Intricacy of missing data in clinical trials: Deterrence and management

Richa Singhal 1,, Rakesh Rana 1
PMCID: PMC4181125  PMID: 25298936

Abstract

Missing data is frequently encountered in clinical studies. Unfortunately, they are often neglected or not properly handled during data analysis and this may significantly bias the results of the study, reduce study power and lead to invalid conclusions. Substantial instances of missing data are a serious problem that undermines the scientific trustworthiness of causal conclusions from clinical trials. The assumption that statistical analysis methods can compensate for such missing data is not justified. Hence aspects of clinical trial design that limit the probability of missing data should be an important objective, while planning a clinical trial. In addition to specific aspects of trial design, many components of clinical trial conduct can also limit the extent of missing data. The topic of missing data is often not a major concern until it is time for data collection and data analysis. This article discusses some basic issues about missing data as well as prospective “watch outs” which could reduce the occurrence of missing data. It provides some possible design considerations that should be considered in order to alleviate patients from dropping out of a clinical trial. In addition to these the concept of the missing data mechanism has also been discussed. Three types of missing data mechanisms missing completely at random, missing at random and not missing at random have been discussed in detail.
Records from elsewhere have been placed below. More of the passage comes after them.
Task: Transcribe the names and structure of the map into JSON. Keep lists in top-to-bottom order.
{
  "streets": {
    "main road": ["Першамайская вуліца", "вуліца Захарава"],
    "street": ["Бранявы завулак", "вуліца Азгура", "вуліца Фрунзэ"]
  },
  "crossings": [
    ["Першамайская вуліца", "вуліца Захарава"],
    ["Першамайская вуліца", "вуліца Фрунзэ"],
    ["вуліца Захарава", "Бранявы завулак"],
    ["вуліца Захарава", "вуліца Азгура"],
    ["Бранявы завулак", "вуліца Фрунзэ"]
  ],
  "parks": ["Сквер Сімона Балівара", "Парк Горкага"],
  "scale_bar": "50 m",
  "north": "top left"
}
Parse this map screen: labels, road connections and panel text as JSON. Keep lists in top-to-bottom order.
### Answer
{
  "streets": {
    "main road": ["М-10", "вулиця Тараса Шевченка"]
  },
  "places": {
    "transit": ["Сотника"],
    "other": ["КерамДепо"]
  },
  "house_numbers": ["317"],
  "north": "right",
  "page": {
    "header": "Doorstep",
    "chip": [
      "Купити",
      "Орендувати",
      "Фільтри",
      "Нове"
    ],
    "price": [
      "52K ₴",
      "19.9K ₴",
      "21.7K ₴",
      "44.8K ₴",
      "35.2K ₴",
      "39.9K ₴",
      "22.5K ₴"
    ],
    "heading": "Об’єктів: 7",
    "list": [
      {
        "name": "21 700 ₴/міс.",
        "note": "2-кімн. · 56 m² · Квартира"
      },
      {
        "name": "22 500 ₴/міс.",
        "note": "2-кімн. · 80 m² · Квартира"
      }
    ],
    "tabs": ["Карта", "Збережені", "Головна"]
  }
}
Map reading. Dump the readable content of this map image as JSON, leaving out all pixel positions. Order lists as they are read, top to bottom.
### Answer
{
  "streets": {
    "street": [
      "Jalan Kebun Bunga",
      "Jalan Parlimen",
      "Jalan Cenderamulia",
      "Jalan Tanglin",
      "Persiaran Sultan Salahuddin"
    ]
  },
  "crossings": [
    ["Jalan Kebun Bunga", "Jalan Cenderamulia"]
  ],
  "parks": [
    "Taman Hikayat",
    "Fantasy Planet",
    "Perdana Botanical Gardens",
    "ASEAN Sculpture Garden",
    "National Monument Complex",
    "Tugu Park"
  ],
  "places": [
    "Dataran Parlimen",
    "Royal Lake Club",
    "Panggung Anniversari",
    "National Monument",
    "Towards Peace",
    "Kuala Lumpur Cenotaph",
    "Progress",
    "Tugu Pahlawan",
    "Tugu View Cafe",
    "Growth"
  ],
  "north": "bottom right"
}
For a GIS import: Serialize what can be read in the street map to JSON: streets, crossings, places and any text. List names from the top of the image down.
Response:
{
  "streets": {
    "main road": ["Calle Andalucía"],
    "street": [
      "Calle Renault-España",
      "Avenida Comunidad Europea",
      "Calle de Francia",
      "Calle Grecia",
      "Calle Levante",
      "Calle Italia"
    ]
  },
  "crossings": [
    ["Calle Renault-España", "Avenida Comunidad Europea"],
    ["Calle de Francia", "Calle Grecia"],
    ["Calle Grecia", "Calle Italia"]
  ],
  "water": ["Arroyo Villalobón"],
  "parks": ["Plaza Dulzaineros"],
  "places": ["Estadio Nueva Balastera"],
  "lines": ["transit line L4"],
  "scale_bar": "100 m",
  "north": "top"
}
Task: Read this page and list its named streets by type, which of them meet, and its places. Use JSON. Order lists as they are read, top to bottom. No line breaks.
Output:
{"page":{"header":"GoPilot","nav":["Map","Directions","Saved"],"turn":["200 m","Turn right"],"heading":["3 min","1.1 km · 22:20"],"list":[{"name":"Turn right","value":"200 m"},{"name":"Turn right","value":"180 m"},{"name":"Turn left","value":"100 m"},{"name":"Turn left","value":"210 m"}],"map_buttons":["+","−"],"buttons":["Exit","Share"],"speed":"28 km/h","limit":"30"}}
Keywords: Data monitoring and co-ordination, International Conference for Harmonization E9 Guidelines, missing data, missing data mechanisms, study conduct, study design

INTRODUCTION

In a clinical trial major source of missing data are the participants who discontinue the treatment because of adverse events, intolerance of the investigated intervention, lack of efficacy or due to inconvenience. However, some of the less discussed issues for the occurrence of missing data in clinical trials are poorly designed assessment schedules, use of inefficient data collection tools, missed visits or omission of some questions. These problems can be reduced by some simple adjustments in the assessment schedules or minor modifications in the data collection tools, moreover, these measures can also reduce participants’ burden and inconvenience. An effective missing data monitoring system can retrospectively retrieve almost all types of missing data items except the one that arose due to patients dropping out from the study. It is a common assumption among the researchers that statistical analysis methods can compensate for such missing data, which is not really justified. It should always be kept in mind that there is no statistical fix for an inadequately designed and inefficiently executed study.[1,2]

Properly conducted clinical trial can limit the extent of missing data. This article aims to draw the attention of researchers on some of the issues in study design and its conduct which leads to missing values. Some measures for improving the study design and its conduct have also been suggested.

REASONS FOR THE OCCURRENCE OF MISSING DATA

Missing data due to trial participant action or inaction

  1. Drop out from the study due to ineffective treatment, occurrence of adverse events or poor drug palatability. In some situations, participants also drop out from the study due to early recovery

  2. Sometimes participant miss some schedule assessment visits due to inadequate compensation, unreasonably excessive number of visits, inconvenient timings on which patients are called upon, long travel times, etc

  3. Often, participants refuse to undergo some requisite study procedures

  4. Many times participants refuses to provide some information that they consider sensitive or personal during the interaction with investigators or while filling up any self-administered questionnaires

  5. At times, participants intentionally or unintentionally do not fill the complete information in the self-administered questionnaires which are too lengthy.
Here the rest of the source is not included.